From the first line to the last, output the data exactly as it stands, minus its pictures.

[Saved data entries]
· · · · · · ·
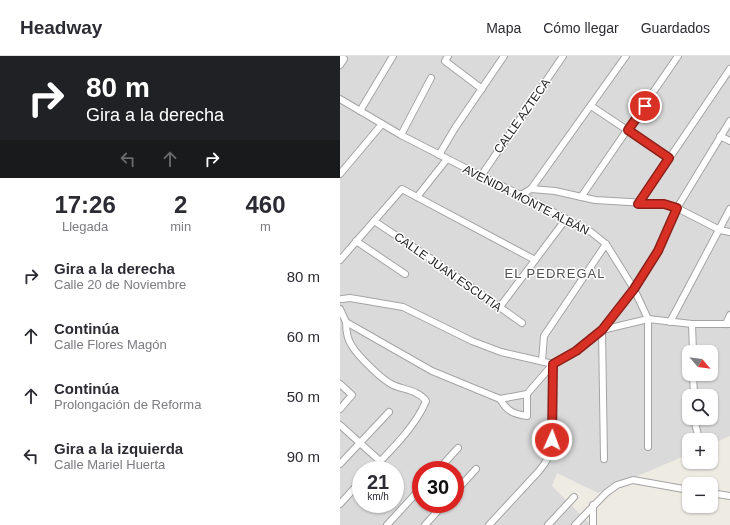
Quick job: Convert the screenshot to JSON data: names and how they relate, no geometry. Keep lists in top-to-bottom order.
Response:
{
  "streets": {
    "street": ["CALLE AZTECA", "AVENIDA MONTE ALBÁN", "CALLE JUAN ESCUTIA"]
  },
  "crossings": [
    ["CALLE AZTECA", "AVENIDA MONTE ALBÁN"]
  ],
  "districts": ["EL PEDREGAL"],
  "north": "bottom right",
  "page": {
    "header": "Headway",
    "nav": ["Mapa", "Cómo llegar", "Guardados"],
    "turn": ["80 m", "Gira a la derecha"],
    "eta": [
      "17:26",
      "Llegada",
      "2",
      "min",
      "460",
      "m"
    ],
    "list": [
      {
        "name": "Gira a la derecha",
        "note": "Calle 20 de Noviembre",
        "value": "80 m"
      },
      {
        "name": "Continúa",
        "note": "Calle Flores Magón",
        "value": "60 m"
      },
      {
        "name": "Continúa",
        "note": "Prolongación de Reforma",
        "value": "50 m"
      },
      {
        "name": "Gira a la izquierda",
        "note": "Calle Mariel Huerta",
        "value": "90 m"
      }
    ],
    "map_buttons": ["+", "−"],
    "speed": "21 km/h",
    "limit": "30"
  }
}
· · · · · · ·
OUTPUT FOR THIS TASK.
Quick job: Convert the screenshot to JSON data: names and how they relate, no geometry. Keep lists in top-to-bottom order.
Response:
{
  "streets": {
    "street": ["CALLE AZTECA", "AVENIDA MONTE ALBÁN", "CALLE JUAN ESCUTIA"]
  },
  "crossings": [
    ["CALLE AZTECA", "AVENIDA MONTE ALBÁN"]
  ],
  "districts": ["EL PEDREGAL"],
  "north": "bottom right",
  "page": {
    "header": "Headway",
    "nav": ["Mapa", "Cómo llegar", "Guardados"],
    "turn": ["80 m", "Gira a la derecha"],
    "eta": [
      "17:26",
      "Llegada",
      "2",
      "min",
      "460",
      "m"
    ],
    "list": [
      {
        "name": "Gira a la derecha",
        "note": "Calle 20 de Noviembre",
        "value": "80 m"
      },
      {
        "name": "Continúa",
        "note": "Calle Flores Magón",
        "value": "60 m"
      },
      {
        "name": "Continúa",
        "note": "Prolongación de Reforma",
        "value": "50 m"
      },
      {
        "name": "Gira a la izquierda",
        "note": "Calle Mariel Huerta",
        "value": "90 m"
      }
    ],
    "map_buttons": ["+", "−"],
    "speed": "21 km/h",
    "limit": "30"
  }
}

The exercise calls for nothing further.